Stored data
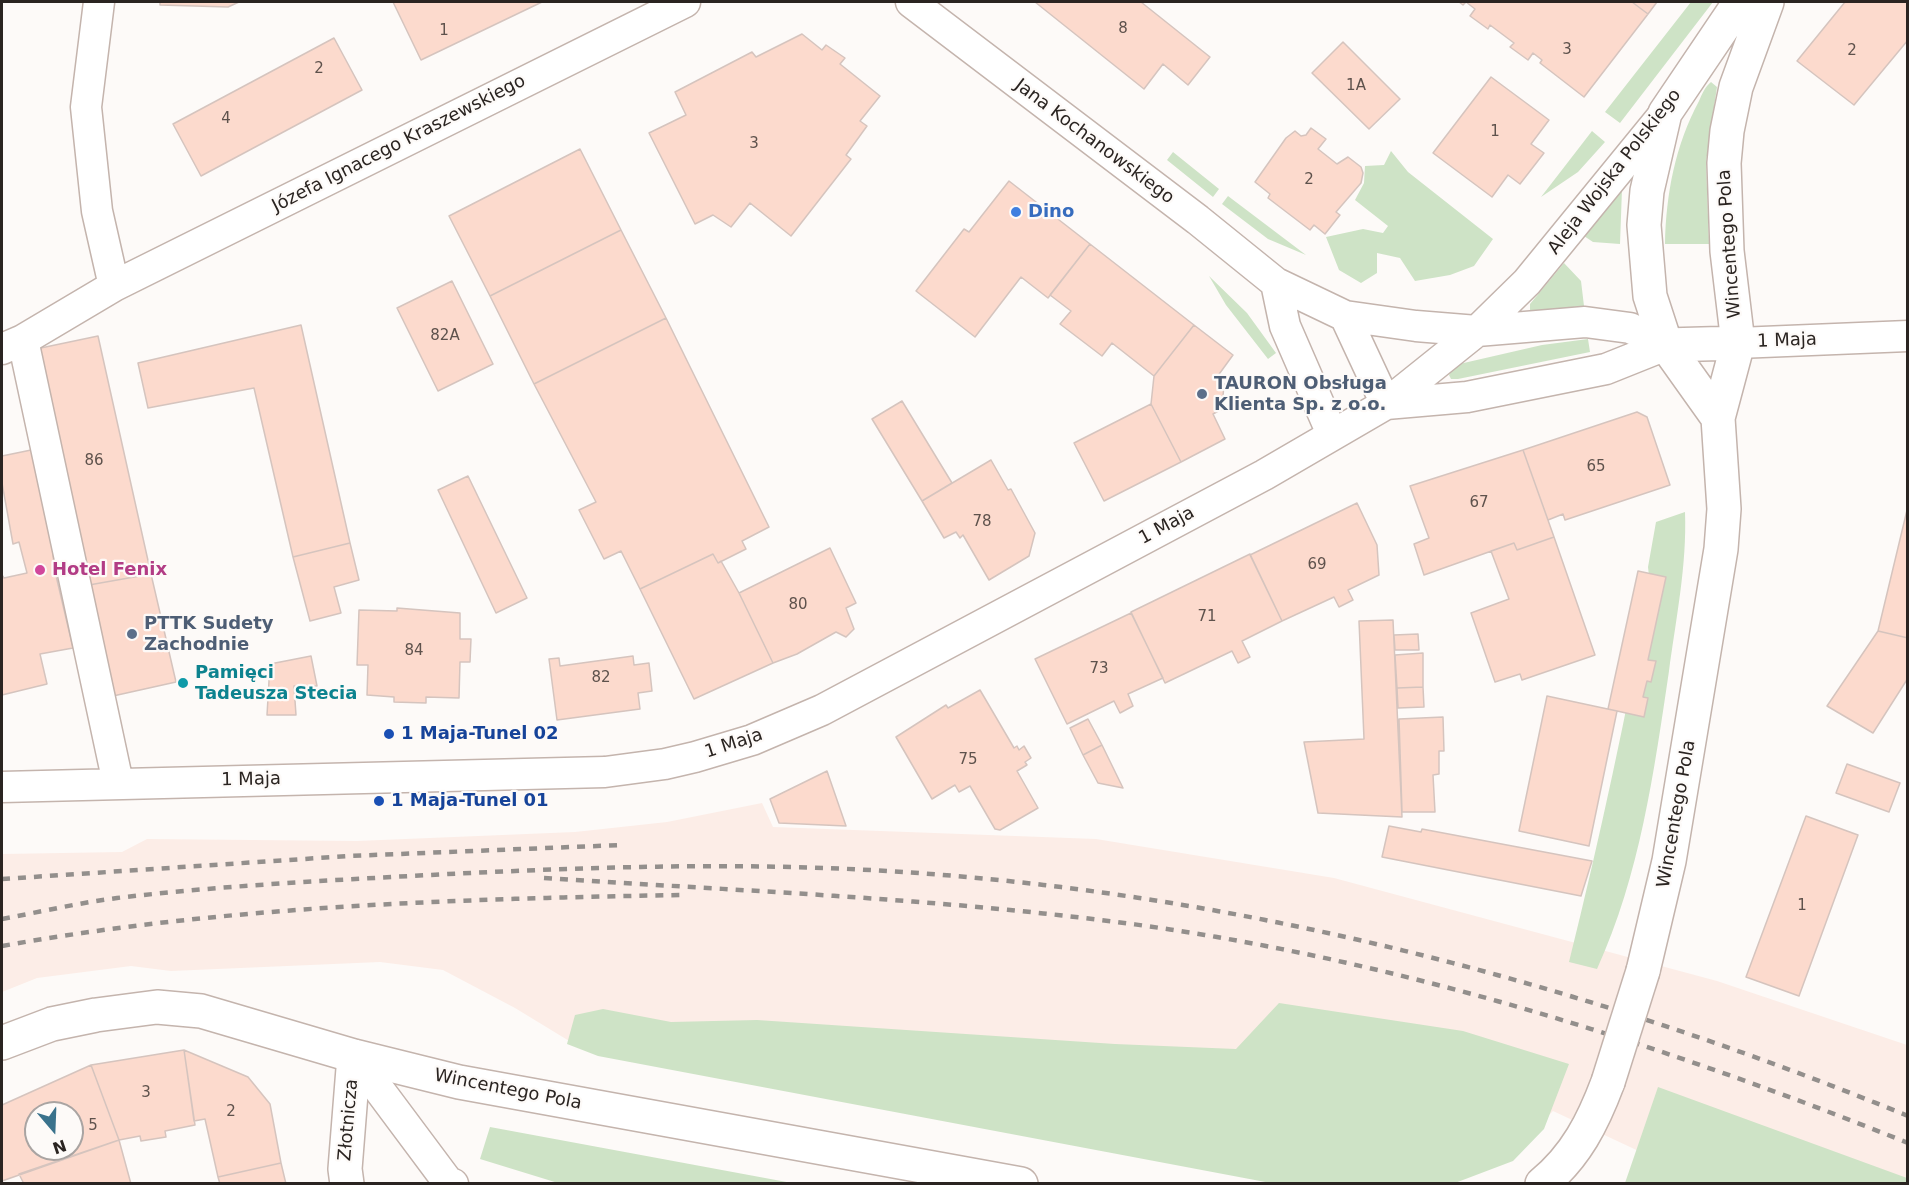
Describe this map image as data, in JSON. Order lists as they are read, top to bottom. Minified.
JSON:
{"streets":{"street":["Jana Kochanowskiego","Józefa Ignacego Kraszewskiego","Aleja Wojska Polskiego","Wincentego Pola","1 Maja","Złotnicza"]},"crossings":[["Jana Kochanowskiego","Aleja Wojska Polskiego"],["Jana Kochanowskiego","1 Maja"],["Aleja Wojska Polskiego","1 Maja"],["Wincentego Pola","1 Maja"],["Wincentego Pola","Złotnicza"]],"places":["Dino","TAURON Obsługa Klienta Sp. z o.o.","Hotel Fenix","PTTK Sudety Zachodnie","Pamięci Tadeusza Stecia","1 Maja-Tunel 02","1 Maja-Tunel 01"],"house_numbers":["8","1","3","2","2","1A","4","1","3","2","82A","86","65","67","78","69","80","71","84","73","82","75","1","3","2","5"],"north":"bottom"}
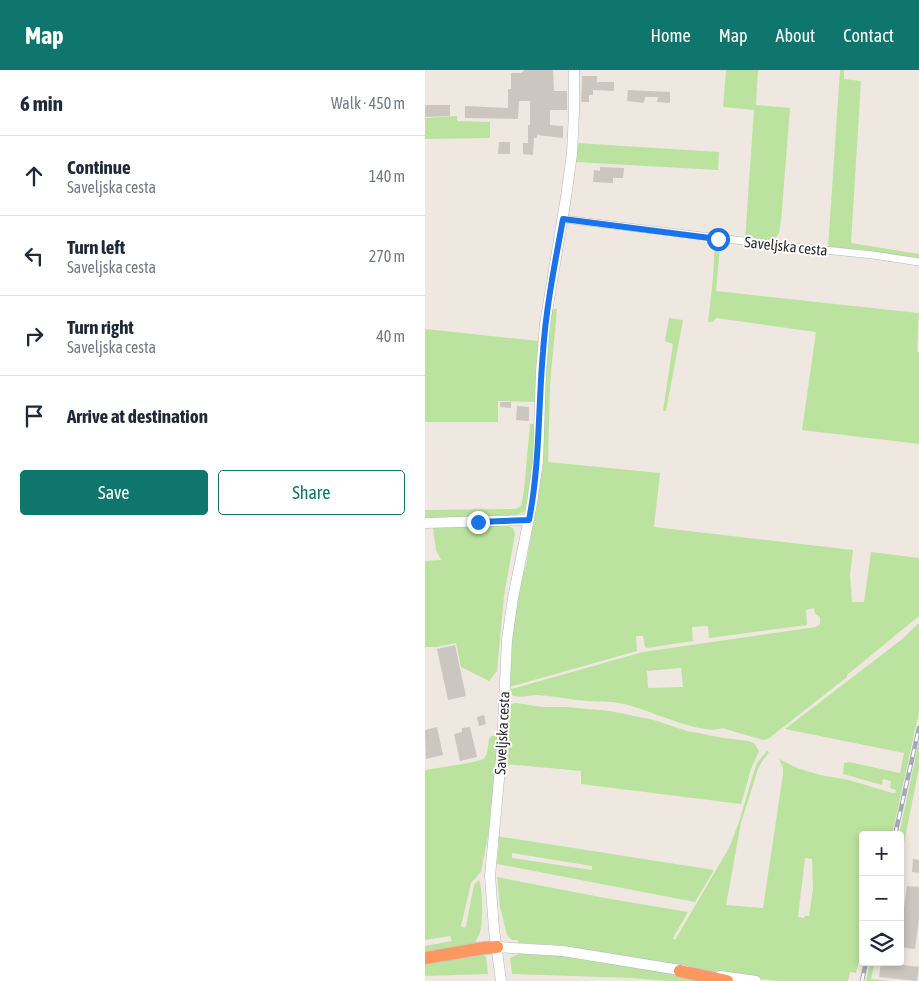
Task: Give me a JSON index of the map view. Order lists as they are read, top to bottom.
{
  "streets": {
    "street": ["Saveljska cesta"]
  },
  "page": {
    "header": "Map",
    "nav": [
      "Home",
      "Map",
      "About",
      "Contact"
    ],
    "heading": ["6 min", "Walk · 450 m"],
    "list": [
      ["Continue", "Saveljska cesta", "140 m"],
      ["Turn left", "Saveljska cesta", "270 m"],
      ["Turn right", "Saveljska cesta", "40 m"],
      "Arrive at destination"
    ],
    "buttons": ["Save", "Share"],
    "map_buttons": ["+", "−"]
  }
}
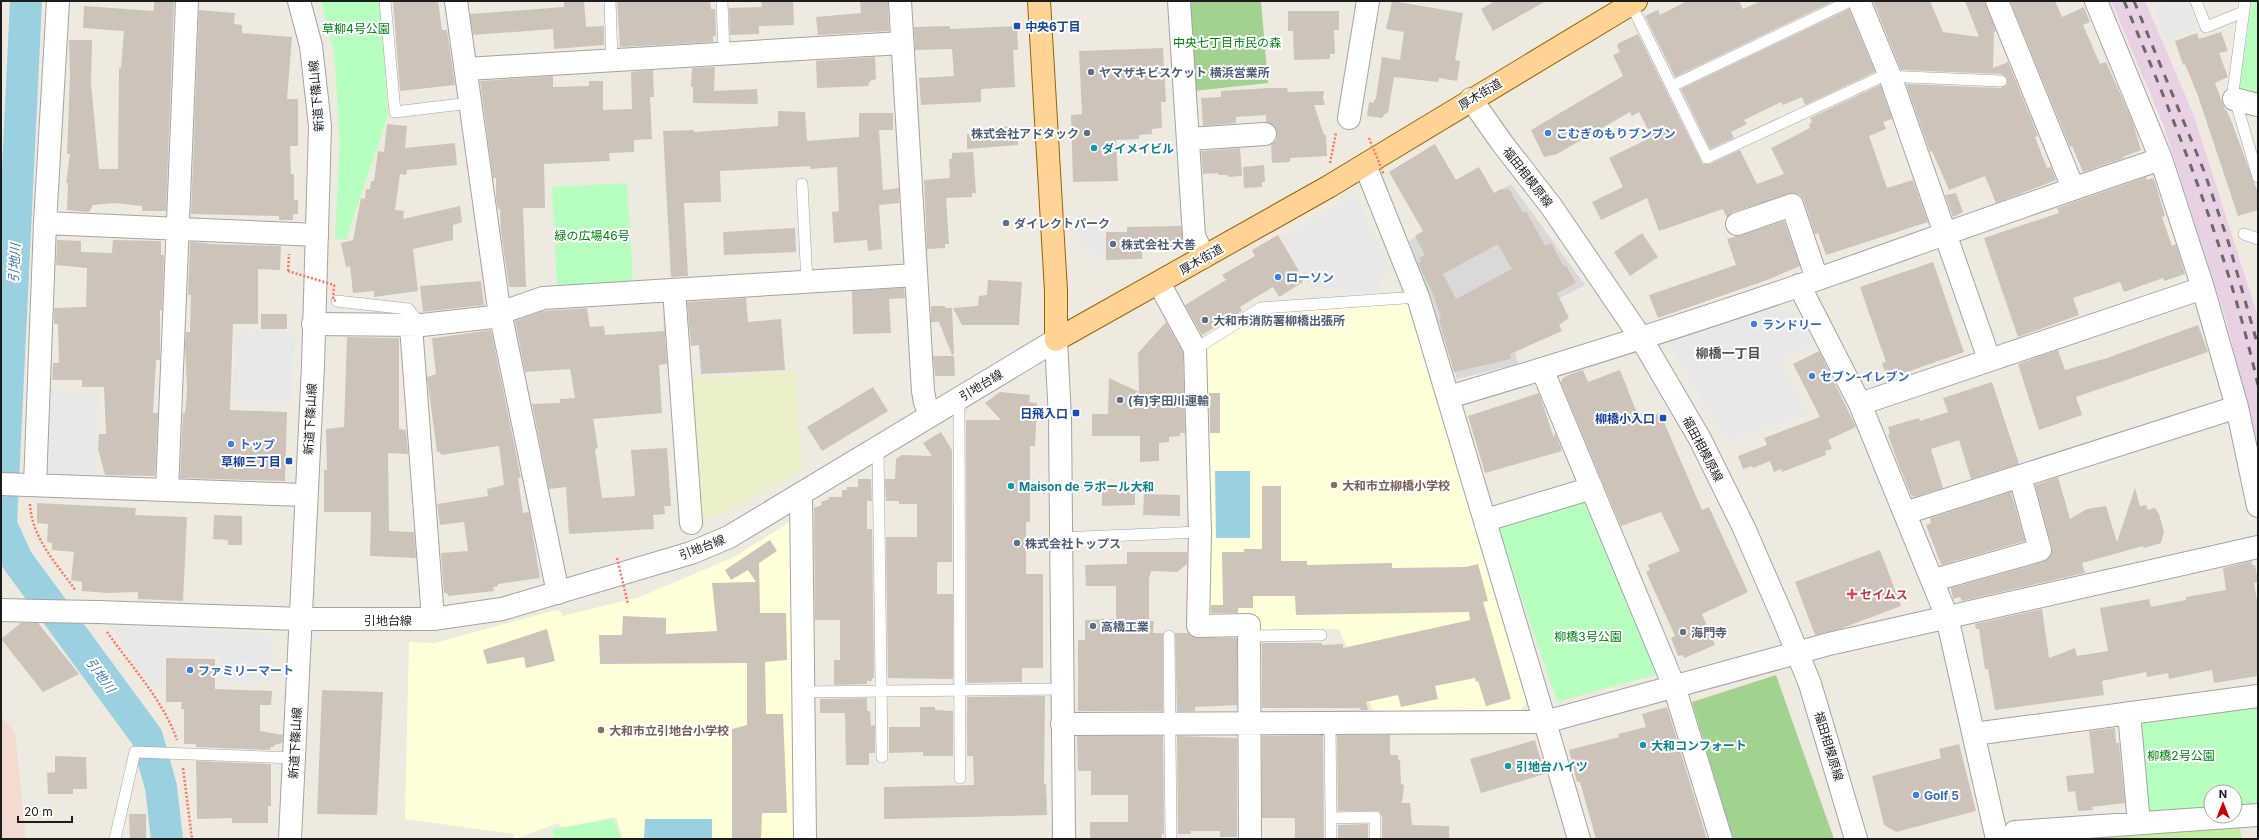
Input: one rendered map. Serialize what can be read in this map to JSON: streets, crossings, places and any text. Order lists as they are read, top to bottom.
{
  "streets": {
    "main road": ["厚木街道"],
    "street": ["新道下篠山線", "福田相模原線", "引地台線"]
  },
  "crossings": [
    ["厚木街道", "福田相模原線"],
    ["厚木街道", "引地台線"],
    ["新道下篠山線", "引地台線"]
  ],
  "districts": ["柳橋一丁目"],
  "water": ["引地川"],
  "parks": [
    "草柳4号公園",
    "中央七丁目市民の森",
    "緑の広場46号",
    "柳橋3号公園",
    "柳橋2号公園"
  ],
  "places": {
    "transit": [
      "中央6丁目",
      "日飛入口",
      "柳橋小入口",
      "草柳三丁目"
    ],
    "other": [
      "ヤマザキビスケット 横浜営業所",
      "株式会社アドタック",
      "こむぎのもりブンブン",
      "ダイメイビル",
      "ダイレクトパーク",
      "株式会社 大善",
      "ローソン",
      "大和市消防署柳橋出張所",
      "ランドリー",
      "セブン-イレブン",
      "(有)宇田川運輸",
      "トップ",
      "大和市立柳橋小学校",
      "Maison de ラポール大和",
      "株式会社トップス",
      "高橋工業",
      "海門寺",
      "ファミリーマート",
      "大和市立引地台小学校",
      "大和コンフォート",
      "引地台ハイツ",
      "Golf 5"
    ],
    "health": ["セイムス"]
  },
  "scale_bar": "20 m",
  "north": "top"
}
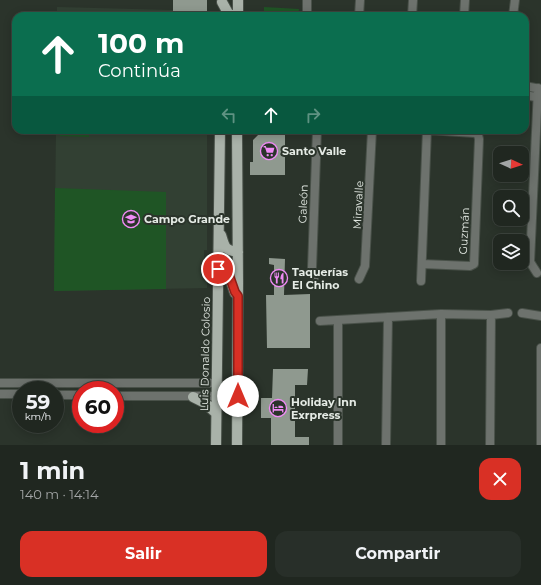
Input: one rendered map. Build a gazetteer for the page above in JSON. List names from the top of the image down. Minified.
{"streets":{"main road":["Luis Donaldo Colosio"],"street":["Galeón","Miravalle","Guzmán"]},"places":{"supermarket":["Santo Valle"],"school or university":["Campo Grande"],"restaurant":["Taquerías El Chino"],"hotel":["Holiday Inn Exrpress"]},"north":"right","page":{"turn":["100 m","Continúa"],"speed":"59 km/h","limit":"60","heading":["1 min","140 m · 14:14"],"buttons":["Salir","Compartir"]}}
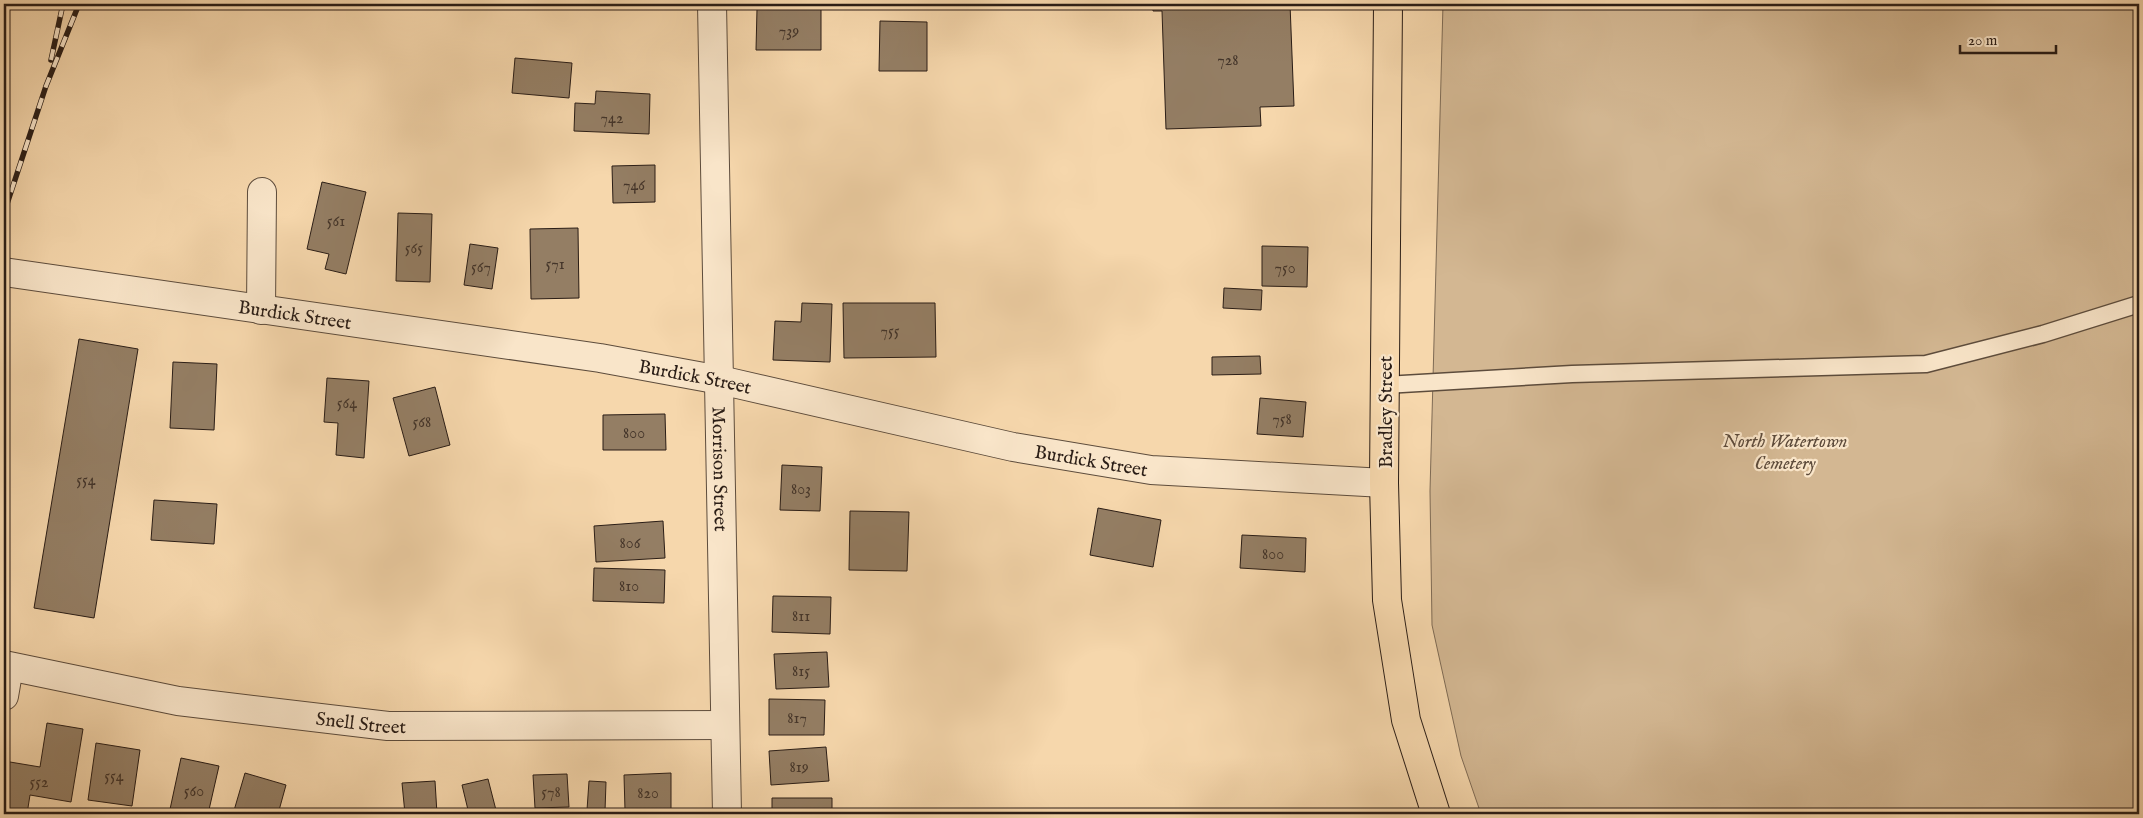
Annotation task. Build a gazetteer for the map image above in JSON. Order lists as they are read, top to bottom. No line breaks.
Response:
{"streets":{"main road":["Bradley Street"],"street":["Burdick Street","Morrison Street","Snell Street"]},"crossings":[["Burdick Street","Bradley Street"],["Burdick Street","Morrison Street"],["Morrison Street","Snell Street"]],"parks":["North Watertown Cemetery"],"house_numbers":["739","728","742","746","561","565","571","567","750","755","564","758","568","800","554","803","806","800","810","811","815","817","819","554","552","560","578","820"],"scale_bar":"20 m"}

[WORK ORDER] Set down all records verbatim, omitting images.

[EXERCISE RESULT]
Describe this map image as data, in JSON. Order lists as they are read, top to bottom. Minified.
JSON:
{"streets":{"street":["Jana Kochanowskiego","Józefa Ignacego Kraszewskiego","Aleja Wojska Polskiego","Wincentego Pola","1 Maja","Złotnicza"]},"crossings":[["Jana Kochanowskiego","Aleja Wojska Polskiego"],["Jana Kochanowskiego","1 Maja"],["Aleja Wojska Polskiego","1 Maja"],["Wincentego Pola","1 Maja"],["Wincentego Pola","Złotnicza"]],"places":["Dino","TAURON Obsługa Klienta Sp. z o.o.","Hotel Fenix","PTTK Sudety Zachodnie","Pamięci Tadeusza Stecia","1 Maja-Tunel 02","1 Maja-Tunel 01"],"house_numbers":["8","1","3","2","2","1A","4","1","3","2","82A","86","65","67","78","69","80","71","84","73","82","75","1","3","2","5"],"north":"bottom"}
Task: Give me a JSON index of the map view. Order lists as they are read, top to bottom.
{
  "streets": {
    "street": ["Saveljska cesta"]
  },
  "page": {
    "header": "Map",
    "nav": [
      "Home",
      "Map",
      "About",
      "Contact"
    ],
    "heading": ["6 min", "Walk · 450 m"],
    "list": [
      ["Continue", "Saveljska cesta", "140 m"],
      ["Turn left", "Saveljska cesta", "270 m"],
      ["Turn right", "Saveljska cesta", "40 m"],
      "Arrive at destination"
    ],
    "buttons": ["Save", "Share"],
    "map_buttons": ["+", "−"]
  }
}
Input: one rendered map. Serialize what can be read in this map to JSON: streets, crossings, places and any text. Order lists as they are read, top to bottom.
{
  "streets": {
    "main road": ["厚木街道"],
    "street": ["新道下篠山線", "福田相模原線", "引地台線"]
  },
  "crossings": [
    ["厚木街道", "福田相模原線"],
    ["厚木街道", "引地台線"],
    ["新道下篠山線", "引地台線"]
  ],
  "districts": ["柳橋一丁目"],
  "water": ["引地川"],
  "parks": [
    "草柳4号公園",
    "中央七丁目市民の森",
    "緑の広場46号",
    "柳橋3号公園",
    "柳橋2号公園"
  ],
  "places": {
    "transit": [
      "中央6丁目",
      "日飛入口",
      "柳橋小入口",
      "草柳三丁目"
    ],
    "other": [
      "ヤマザキビスケット 横浜営業所",
      "株式会社アドタック",
      "こむぎのもりブンブン",
      "ダイメイビル",
      "ダイレクトパーク",
      "株式会社 大善",
      "ローソン",
      "大和市消防署柳橋出張所",
      "ランドリー",
      "セブン-イレブン",
      "(有)宇田川運輸",
      "トップ",
      "大和市立柳橋小学校",
      "Maison de ラポール大和",
      "株式会社トップス",
      "高橋工業",
      "海門寺",
      "ファミリーマート",
      "大和市立引地台小学校",
      "大和コンフォート",
      "引地台ハイツ",
      "Golf 5"
    ],
    "health": ["セイムス"]
  },
  "scale_bar": "20 m",
  "north": "top"
}
Input: one rendered map. Build a gazetteer for the page above in JSON. List names from the top of the image down. Minified.
{"streets":{"main road":["Luis Donaldo Colosio"],"street":["Galeón","Miravalle","Guzmán"]},"places":{"supermarket":["Santo Valle"],"school or university":["Campo Grande"],"restaurant":["Taquerías El Chino"],"hotel":["Holiday Inn Exrpress"]},"north":"right","page":{"turn":["100 m","Continúa"],"speed":"59 km/h","limit":"60","heading":["1 min","140 m · 14:14"],"buttons":["Salir","Compartir"]}}
Annotation task. Build a gazetteer for the map image above in JSON. Order lists as they are read, top to bottom. No line breaks.
Response:
{"streets":{"main road":["Bradley Street"],"street":["Burdick Street","Morrison Street","Snell Street"]},"crossings":[["Burdick Street","Bradley Street"],["Burdick Street","Morrison Street"],["Morrison Street","Snell Street"]],"parks":["North Watertown Cemetery"],"house_numbers":["739","728","742","746","561","565","571","567","750","755","564","758","568","800","554","803","806","800","810","811","815","817","819","554","552","560","578","820"],"scale_bar":"20 m"}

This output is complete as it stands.